Adalet Bakanlığı Temyiz Yoluna Gitti
Kesin nitelikteki bu karar, Adalet Bakanlığı tarafından kanun yararına temyiz edildi. Bakanlık temyiz dilekçesinde, aile hekimlerinin sağlık hizmeti verdikleri kişilerden herhangi bir ücret almadığını, dolayısıyla işveren sayılamayacağını ve aile sağlığı merkezlerinde çalışan personelin asıl işvereninin Sağlık Bakanlığı olduğunu savundu.
Bakanlık, “Aile hekimleri, işçi çalıştıran bir işveren değil, işveren vekili konumundadır. Davacının işvereni Sağlık Bakanlığıdır” ifadelerini kullandı.
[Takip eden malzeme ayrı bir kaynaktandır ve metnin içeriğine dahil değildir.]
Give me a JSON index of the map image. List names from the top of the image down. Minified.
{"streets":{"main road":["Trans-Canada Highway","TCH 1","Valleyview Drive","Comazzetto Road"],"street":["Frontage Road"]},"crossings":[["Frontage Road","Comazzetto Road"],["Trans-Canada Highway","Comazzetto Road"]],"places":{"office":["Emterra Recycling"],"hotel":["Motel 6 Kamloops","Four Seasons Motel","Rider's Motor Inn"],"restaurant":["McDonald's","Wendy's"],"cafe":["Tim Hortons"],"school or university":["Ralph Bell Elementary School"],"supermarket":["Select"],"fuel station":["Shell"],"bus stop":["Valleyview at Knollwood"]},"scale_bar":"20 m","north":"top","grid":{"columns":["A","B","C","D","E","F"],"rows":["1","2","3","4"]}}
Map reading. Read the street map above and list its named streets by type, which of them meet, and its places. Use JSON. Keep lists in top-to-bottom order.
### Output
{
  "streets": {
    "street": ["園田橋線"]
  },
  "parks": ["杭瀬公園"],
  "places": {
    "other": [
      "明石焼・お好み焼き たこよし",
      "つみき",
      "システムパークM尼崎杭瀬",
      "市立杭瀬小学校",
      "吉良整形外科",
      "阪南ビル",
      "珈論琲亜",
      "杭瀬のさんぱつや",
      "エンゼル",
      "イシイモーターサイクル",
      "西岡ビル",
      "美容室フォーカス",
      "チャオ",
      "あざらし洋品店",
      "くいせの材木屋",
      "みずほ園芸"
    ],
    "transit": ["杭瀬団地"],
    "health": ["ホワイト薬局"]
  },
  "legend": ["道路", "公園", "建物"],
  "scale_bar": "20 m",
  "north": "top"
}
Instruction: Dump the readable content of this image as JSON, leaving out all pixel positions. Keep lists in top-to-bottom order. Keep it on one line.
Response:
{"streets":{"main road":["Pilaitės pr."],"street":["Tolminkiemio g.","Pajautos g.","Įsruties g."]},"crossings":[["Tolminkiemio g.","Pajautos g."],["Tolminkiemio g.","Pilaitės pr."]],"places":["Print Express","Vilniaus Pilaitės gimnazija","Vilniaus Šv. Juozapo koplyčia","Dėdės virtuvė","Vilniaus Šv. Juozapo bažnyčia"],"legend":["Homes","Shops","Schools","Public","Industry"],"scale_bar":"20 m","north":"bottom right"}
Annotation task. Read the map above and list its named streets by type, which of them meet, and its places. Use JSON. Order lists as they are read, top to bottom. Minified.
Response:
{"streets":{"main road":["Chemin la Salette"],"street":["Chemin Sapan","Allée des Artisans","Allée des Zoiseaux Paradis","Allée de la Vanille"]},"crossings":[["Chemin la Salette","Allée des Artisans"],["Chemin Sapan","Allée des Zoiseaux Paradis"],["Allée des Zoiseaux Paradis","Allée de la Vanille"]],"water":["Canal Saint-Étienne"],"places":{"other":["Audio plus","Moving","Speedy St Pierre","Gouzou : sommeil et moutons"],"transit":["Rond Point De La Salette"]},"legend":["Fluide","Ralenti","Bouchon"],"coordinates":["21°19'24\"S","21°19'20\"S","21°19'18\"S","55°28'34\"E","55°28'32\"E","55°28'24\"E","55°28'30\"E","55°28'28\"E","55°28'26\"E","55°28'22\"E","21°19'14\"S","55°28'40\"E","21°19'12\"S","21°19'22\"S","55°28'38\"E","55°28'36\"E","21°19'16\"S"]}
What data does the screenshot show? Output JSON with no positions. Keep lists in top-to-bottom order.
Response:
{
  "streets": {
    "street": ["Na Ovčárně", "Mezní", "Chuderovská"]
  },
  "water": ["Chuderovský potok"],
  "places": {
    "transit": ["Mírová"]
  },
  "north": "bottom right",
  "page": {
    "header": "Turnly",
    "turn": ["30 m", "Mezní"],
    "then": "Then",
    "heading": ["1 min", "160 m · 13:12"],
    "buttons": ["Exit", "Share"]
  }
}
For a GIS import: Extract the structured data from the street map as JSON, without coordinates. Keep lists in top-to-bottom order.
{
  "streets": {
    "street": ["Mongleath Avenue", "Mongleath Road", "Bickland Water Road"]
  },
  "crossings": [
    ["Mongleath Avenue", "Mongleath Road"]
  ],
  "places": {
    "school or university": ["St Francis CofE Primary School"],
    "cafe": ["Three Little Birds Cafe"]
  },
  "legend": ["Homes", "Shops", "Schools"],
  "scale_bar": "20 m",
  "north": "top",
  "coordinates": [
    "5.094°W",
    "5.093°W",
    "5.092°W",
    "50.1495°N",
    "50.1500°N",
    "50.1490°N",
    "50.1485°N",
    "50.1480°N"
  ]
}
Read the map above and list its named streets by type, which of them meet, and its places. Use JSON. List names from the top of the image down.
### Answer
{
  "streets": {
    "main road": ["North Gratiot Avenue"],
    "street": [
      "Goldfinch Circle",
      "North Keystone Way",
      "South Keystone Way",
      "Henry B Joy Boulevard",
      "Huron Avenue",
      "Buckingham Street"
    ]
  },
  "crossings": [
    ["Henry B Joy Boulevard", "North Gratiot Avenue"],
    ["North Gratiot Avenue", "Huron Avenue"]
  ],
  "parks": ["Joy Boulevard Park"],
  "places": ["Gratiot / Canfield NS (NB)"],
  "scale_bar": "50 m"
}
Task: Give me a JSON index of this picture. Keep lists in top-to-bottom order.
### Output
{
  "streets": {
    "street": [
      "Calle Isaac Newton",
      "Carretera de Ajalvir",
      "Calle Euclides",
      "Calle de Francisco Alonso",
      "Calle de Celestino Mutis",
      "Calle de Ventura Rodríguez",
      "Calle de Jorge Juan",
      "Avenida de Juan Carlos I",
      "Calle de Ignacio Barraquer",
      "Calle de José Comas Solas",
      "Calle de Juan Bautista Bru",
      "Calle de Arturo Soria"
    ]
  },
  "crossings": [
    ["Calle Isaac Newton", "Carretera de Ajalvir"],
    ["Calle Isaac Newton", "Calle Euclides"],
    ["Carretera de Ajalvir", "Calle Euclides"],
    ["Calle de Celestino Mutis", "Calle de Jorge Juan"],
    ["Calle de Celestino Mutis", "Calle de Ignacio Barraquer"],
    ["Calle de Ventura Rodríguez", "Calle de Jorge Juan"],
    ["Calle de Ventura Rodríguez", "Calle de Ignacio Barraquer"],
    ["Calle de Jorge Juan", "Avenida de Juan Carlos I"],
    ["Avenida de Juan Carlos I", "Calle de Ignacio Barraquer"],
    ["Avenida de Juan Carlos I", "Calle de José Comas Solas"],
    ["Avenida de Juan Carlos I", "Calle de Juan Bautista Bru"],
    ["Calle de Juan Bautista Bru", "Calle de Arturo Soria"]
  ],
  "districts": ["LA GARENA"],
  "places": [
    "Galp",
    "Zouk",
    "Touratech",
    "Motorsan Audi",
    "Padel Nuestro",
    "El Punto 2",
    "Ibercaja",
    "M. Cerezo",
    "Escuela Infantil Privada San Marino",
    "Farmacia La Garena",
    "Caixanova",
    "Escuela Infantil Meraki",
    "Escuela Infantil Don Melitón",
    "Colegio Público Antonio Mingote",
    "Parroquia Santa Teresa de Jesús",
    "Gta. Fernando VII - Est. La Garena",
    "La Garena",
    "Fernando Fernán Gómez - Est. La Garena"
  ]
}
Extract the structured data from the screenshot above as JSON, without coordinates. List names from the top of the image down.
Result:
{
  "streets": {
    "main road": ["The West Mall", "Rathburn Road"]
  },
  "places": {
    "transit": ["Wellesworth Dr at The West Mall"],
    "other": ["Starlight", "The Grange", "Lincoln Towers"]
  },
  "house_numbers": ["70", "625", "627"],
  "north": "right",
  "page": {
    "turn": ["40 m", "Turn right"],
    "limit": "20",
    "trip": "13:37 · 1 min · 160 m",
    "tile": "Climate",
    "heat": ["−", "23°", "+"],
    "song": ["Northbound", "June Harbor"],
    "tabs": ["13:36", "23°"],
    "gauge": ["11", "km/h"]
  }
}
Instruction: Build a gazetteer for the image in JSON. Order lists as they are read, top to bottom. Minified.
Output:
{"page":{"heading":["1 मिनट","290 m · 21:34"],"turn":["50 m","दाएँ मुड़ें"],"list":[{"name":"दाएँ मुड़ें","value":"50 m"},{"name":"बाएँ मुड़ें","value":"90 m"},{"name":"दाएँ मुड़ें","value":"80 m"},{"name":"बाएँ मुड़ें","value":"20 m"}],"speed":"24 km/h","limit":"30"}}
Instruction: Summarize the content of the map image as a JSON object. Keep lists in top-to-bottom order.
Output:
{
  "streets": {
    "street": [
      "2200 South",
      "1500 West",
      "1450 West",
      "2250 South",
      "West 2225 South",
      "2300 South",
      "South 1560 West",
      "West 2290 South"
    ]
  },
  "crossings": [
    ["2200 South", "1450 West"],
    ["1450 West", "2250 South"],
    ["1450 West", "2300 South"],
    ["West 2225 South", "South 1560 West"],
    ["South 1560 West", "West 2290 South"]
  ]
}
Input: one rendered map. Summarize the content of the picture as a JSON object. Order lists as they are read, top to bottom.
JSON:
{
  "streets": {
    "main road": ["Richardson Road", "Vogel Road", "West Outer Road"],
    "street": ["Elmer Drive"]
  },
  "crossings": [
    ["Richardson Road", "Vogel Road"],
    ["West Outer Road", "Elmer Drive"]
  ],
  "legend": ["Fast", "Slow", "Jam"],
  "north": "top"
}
Yargıtay: İşveren Sağlık Bakanlığıdır
Yargıtay, yaptığı değerlendirmede Sağlık Bakanlığının aile hekimlerine yaptığı ödemelerde, temizlik ve sekreterya hizmetleri gibi giderlerin de karşılandığını belirterek şu tespitte bulundu:
“Aile hekimleri çalışmaları sırasında sağlık hizmeti verdikleri kişilerden hiçbir şekilde ücret alamazlar. Bu nedenle, aile hekimlerinin işveren sıfatını taşıması mümkün değildir. Aile sağlığı merkezlerinde çalışan yardımcı personelin işvereni, Sağlık Bakanlığıdır. Aile hekimleri ise yalnızca işveren vekili konumundadır. Hal böyleyken, Mahkemece davanın esası hakkında bir karar verilmesi gerekirken, pasif husumet yokluğundan reddine karar verilmesi hatalı olmuştur.”
Kanun Yararına Bozuldu
Bu değerlendirmeler ışığında Yargıtay, yerel mahkemenin kararını kanun yararına bozdu. Ancak bu bozma, kararın hukuki sonuçlarını ortadan kaldırmayacak.
Kararın, aile sağlığı merkezlerinde çalışan işçiler açısından önemli bir emsal oluşturabileceği değerlendiriliyor.